I recently started reading Earth Festivals: Seasonal Celebrations for Everyone Young and Old by Dolores LaChapelle and Janet Bourque. Basically the book presents activities that are suited to be done with a small group of children about once a week. The activities draw on Native American traditions, and are meant to honor the earth, the turning of the seasons, and the Native Americans who have called this land home for millenia.
So far I'm only up to page 20 of the book, so I'm not in a position to comment on the whole book. But I do have some comments on what I've seen so far.
Now that I have been studying druid, Celtic, and English traditions for the past two years, I notice the differences and similarities. One similarity is the idea of a circle with four directions, with each direction being associated with a color, an animal, and a way of being.
Despite the similarities, I notice that I do not embrace Native American tradition in the same way that I embrace Celtic and English traditions. I can respect and admire Native American tradition, but I feel that it's not my own. I feel that to try to adopt such traditions would be trying to be someone I'm not.

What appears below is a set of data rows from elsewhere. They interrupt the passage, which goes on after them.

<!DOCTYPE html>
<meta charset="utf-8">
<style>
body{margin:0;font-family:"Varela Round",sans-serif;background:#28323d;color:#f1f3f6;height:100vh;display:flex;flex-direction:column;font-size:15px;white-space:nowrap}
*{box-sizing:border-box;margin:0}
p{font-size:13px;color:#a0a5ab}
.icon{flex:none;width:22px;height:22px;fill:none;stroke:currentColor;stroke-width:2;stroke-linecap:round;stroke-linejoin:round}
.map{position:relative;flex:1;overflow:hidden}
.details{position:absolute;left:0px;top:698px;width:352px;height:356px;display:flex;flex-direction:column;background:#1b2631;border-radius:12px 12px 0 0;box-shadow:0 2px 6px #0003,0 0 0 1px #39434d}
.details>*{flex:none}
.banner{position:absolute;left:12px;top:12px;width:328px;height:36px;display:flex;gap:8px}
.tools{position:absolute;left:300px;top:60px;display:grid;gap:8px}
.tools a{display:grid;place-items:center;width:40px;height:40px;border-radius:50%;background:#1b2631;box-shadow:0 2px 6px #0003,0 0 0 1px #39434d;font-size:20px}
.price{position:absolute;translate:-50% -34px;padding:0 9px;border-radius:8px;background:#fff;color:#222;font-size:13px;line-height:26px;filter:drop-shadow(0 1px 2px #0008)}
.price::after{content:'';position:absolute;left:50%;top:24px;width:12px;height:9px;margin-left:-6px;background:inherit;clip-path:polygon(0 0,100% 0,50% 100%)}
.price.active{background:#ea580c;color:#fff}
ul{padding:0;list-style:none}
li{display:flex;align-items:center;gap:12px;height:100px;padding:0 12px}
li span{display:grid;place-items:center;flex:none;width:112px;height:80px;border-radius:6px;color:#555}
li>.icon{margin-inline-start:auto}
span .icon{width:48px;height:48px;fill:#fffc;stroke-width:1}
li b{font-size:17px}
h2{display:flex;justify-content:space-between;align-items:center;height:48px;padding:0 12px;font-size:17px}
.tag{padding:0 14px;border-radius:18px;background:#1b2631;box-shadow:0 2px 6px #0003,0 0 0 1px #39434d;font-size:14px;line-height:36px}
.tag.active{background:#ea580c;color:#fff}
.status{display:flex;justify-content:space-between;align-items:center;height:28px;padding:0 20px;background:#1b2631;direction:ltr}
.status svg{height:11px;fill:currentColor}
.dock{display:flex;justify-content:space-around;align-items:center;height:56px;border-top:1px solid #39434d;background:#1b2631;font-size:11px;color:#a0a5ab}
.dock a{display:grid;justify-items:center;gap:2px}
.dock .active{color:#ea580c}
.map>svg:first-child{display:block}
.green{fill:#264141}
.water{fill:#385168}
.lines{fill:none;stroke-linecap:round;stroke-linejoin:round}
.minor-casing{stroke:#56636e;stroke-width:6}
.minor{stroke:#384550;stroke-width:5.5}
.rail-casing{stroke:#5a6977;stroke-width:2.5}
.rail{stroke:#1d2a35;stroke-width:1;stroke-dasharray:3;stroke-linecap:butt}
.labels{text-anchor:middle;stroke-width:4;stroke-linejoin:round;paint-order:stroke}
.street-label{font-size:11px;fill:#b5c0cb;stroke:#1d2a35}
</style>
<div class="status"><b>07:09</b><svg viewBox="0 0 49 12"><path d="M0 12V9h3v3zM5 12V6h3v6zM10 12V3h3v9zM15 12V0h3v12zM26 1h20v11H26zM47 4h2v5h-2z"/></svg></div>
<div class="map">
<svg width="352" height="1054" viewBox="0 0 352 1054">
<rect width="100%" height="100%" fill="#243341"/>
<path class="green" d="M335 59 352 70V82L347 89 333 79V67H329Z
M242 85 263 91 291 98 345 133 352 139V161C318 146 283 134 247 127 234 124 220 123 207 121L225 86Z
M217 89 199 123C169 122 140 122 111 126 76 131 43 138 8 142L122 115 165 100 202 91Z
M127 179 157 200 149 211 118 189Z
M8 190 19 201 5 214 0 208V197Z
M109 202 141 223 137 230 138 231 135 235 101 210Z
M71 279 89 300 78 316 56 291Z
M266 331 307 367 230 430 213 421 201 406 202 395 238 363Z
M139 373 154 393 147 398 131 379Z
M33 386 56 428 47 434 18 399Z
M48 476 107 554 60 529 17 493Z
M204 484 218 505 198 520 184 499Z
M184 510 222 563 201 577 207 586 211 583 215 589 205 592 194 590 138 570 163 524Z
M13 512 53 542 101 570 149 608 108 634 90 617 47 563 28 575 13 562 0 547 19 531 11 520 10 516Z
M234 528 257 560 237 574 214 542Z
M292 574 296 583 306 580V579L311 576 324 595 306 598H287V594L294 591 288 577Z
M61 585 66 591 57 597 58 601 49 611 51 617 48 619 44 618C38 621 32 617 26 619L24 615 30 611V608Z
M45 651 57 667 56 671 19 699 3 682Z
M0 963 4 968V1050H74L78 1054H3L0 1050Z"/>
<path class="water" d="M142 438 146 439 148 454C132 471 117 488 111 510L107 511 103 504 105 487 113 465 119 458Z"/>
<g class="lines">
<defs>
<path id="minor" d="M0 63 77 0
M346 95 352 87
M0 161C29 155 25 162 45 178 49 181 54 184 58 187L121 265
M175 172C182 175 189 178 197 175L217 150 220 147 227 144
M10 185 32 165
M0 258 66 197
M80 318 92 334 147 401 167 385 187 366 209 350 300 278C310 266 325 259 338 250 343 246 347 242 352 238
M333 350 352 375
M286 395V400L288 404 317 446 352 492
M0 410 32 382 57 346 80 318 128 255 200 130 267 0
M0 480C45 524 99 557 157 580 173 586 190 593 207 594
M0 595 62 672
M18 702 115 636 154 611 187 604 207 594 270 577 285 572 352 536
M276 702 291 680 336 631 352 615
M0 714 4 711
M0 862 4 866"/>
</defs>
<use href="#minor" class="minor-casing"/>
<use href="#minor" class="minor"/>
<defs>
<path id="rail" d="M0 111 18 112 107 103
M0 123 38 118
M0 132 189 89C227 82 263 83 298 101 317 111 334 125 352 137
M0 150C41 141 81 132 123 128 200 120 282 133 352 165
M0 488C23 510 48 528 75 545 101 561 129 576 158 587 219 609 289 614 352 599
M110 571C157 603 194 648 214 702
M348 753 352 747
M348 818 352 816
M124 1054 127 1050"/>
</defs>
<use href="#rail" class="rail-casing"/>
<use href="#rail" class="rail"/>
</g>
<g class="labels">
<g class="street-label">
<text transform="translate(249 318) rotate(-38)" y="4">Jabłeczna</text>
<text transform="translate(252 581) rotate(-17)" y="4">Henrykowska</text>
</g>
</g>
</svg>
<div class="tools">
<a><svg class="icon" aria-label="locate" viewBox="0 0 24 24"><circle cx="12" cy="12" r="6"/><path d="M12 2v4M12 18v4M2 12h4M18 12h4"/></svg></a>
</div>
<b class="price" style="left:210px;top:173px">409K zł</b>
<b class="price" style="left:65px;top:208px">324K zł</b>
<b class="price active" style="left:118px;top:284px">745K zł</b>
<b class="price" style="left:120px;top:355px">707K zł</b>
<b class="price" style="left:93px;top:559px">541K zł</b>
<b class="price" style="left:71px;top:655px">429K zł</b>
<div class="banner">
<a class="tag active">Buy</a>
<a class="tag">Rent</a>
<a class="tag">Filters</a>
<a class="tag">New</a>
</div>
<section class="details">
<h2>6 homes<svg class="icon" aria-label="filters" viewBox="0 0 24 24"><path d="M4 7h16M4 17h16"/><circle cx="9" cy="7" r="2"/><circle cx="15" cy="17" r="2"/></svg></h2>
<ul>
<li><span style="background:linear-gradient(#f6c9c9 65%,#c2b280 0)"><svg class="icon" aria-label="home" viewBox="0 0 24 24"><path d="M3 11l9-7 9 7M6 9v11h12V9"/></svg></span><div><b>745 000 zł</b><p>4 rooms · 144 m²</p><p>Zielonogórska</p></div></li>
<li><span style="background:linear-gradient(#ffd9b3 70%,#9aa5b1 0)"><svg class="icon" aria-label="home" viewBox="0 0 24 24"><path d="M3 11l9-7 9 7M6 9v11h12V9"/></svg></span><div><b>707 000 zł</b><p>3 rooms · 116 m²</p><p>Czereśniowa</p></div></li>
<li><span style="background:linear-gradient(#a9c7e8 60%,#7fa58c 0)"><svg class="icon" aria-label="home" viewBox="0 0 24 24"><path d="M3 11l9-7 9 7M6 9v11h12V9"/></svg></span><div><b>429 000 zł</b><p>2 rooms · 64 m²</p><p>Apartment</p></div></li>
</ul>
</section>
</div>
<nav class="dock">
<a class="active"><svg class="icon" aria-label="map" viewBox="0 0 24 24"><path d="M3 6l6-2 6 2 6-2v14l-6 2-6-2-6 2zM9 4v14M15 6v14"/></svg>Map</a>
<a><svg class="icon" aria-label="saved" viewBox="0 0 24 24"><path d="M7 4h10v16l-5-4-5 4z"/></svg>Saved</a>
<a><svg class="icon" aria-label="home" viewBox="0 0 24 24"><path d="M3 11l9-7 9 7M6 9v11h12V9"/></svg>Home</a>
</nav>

Another similarity is taking a cyclical view, looking at day and night; summer and winter. The book says that who we are in the day is different from who we are at night. In the section on the autumn equinox, it says, "If our part of the earth changes and gets darker we have to change just a bit, too, to remain balanced. We can't act just exactly the same way we did in the summer and expect to remain in harmony with the earth....Gloomy, dark days make some people cross or sad so we should be aware of that and balance things out. The Indians managed to do this during the fall and winter months by having more get-togethers such as parties, by telling funny stories and by more dancing and singing and chanting."